Ordering of layers

Could I please ask why we go batchnorm -> dropout -> linear -> activation? In some places the ordering suggested I believe is dropout -> linear -> batchnorm ->activation.

Do we have a strong reason for doing it this way or is it a matter of preference? Or did the ordering that we use turn out to be better in practice than sticking the BN right before activation?
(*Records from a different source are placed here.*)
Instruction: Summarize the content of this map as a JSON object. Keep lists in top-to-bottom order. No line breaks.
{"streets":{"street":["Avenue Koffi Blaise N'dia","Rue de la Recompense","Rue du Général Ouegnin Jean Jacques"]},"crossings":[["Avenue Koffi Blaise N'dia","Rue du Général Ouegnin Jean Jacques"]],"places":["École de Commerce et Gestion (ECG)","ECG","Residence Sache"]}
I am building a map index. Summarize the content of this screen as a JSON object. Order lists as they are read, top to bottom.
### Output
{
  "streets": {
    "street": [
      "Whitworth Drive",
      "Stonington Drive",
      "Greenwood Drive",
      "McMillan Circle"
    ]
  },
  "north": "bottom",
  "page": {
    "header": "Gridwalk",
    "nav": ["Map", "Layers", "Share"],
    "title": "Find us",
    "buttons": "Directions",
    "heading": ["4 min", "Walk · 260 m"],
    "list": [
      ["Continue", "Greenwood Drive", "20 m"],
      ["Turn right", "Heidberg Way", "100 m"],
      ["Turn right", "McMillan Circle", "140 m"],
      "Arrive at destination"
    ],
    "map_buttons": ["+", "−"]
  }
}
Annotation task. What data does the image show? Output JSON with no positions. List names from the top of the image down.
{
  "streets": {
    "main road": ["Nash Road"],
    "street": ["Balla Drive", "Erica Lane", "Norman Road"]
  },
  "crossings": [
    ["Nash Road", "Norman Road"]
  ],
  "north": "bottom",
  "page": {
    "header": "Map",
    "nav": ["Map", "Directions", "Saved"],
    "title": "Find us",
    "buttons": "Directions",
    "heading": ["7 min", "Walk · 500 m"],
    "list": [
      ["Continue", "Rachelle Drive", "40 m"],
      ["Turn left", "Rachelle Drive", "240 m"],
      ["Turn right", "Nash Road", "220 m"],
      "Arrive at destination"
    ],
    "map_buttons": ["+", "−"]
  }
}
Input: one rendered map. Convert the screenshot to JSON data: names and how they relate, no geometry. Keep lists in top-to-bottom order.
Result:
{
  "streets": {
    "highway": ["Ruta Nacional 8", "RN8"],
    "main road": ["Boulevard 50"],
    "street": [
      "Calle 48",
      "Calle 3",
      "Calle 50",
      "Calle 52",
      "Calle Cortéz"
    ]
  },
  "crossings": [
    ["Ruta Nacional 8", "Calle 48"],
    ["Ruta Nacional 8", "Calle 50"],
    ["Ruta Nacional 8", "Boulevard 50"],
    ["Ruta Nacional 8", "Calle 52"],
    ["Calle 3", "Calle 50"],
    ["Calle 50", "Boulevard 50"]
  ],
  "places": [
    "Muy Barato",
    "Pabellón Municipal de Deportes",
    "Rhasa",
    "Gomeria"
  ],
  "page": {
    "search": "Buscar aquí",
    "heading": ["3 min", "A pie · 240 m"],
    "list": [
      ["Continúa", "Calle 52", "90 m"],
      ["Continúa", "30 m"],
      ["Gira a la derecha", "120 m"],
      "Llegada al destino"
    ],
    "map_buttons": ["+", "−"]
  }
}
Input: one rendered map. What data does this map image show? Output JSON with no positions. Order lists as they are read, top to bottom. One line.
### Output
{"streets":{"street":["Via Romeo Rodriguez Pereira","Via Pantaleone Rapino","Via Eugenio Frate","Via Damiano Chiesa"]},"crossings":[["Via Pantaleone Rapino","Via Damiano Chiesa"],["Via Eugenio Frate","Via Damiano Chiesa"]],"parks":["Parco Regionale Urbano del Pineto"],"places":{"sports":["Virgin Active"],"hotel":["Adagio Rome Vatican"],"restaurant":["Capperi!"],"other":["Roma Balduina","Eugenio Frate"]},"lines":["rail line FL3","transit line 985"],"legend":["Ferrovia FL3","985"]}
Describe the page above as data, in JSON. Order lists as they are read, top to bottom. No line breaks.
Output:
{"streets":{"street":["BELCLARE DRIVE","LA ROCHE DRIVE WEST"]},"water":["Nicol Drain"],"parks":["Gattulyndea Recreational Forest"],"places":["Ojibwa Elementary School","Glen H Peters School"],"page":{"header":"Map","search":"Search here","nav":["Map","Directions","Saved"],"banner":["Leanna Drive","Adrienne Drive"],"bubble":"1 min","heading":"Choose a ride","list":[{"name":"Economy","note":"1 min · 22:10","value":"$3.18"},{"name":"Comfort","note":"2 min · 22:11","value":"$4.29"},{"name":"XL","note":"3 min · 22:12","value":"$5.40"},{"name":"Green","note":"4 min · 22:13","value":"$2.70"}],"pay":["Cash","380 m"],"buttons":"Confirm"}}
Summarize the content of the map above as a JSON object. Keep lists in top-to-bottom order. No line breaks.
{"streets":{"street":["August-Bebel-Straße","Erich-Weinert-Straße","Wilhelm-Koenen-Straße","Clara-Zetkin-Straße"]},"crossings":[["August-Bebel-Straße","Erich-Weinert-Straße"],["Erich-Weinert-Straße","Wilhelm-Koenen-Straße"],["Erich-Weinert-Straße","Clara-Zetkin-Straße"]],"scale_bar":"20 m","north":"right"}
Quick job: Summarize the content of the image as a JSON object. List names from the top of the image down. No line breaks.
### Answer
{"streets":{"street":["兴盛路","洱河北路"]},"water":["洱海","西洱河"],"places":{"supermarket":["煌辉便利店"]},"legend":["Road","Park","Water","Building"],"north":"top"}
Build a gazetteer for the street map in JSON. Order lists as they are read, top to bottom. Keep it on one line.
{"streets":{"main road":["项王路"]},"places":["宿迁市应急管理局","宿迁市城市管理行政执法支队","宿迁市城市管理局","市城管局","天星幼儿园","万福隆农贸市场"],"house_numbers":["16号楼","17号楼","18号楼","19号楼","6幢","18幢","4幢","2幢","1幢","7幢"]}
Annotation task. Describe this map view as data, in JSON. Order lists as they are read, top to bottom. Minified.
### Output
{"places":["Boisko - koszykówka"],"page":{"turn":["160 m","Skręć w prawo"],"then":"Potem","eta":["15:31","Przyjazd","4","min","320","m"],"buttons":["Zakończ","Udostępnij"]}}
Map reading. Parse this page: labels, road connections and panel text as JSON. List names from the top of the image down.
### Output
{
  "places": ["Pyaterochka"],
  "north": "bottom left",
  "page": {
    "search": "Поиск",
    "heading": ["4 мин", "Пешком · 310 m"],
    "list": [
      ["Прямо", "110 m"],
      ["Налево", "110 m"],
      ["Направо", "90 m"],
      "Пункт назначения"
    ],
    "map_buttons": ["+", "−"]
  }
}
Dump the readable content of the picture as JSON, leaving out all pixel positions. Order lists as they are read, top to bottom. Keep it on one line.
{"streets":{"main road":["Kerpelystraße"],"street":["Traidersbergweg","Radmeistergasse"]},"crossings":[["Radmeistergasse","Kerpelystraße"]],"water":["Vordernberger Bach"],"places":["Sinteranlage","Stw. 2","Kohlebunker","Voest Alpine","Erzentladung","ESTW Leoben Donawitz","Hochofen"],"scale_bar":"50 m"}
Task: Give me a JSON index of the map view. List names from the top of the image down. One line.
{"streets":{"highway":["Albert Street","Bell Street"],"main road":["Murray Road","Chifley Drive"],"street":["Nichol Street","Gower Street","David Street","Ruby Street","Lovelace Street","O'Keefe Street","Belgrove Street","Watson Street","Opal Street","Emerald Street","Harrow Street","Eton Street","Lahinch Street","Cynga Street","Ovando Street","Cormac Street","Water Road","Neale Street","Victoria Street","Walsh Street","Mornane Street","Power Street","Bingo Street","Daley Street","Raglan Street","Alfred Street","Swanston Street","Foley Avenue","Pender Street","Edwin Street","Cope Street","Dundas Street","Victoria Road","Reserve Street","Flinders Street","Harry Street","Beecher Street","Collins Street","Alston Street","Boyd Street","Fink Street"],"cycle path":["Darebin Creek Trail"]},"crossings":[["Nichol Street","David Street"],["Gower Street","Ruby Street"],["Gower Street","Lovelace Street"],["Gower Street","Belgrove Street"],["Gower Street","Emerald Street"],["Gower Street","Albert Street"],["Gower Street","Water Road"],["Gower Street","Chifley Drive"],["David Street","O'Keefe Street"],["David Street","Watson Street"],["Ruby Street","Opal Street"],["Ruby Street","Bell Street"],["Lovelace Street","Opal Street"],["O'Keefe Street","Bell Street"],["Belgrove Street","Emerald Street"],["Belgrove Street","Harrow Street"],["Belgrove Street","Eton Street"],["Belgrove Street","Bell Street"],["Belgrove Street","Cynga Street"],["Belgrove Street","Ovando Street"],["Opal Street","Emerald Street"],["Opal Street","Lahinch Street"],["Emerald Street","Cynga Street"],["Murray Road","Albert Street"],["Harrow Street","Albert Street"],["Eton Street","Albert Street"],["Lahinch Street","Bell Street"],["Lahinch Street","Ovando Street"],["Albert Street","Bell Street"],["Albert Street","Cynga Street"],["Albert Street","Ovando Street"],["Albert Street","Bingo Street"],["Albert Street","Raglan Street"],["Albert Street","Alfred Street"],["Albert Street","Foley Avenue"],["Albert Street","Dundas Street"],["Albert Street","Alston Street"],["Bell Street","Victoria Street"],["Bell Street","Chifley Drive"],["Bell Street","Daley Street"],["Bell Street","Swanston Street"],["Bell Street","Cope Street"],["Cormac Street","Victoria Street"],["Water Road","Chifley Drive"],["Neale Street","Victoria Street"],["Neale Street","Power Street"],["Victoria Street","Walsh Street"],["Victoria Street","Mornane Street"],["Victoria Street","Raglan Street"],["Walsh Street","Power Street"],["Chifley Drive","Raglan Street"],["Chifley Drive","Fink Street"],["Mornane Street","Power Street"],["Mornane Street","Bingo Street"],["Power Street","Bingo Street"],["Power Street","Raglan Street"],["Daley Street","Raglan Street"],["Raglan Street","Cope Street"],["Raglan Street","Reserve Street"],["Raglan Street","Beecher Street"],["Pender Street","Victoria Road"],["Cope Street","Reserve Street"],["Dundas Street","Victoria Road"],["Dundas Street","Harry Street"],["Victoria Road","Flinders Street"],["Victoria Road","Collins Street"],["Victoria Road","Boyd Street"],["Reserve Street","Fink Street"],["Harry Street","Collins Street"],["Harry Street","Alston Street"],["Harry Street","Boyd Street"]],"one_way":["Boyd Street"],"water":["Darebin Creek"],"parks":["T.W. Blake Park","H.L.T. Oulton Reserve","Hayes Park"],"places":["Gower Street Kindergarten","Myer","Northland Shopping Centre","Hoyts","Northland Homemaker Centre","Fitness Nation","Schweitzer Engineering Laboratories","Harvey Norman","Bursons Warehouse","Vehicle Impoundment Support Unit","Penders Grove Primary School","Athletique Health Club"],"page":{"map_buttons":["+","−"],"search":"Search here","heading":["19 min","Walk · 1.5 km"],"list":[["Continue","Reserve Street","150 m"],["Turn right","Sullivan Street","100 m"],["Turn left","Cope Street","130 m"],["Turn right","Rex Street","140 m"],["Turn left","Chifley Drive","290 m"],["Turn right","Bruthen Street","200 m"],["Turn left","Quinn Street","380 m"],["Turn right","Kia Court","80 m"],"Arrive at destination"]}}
Where exactly are we using these two for example ? Thanks

When you do ConvLearner.pretrained this is what you will get as the layers above the layer summarizing the conv block (on top of AdaptiveConcatPool2d)

Sequential (
  (0): BatchNorm1d(1024, eps=1e-05, momentum=0.1, affine=True)
  (1): Dropout (p = 0.25)
  (2): Linear (1024 -> 512)
  (3): ReLU ()
  (4): BatchNorm1d(512, eps=1e-05, momentum=0.1, affine=True)
  (5): Dropout (p = 0.5)
  (6): Linear (512 -> 2)
  (7): LogSoftmax ()

BTW the AdaptiveConcatPool2d is a very neat layer that enables all this - definitely worth taking a look at :slight_smile:

Thanks. As the little knowledge I have about batchnorm, for me doing it before dropout makes more sense in a statistical point of view since we want sample mean and std to be calculated with every member (activation. in this case). But this is just a guess, we will probably learn a ot about it in upcoming courses :slight_smile:

1 Like

I read some comments regarding trying these two different orderings on imagenet with resnet, and the one we’re using turned out to work better. @kcturgutlu’s intuition is also how I’ve thought about this, but I don’t know if that’s the real reason or not.

1 Like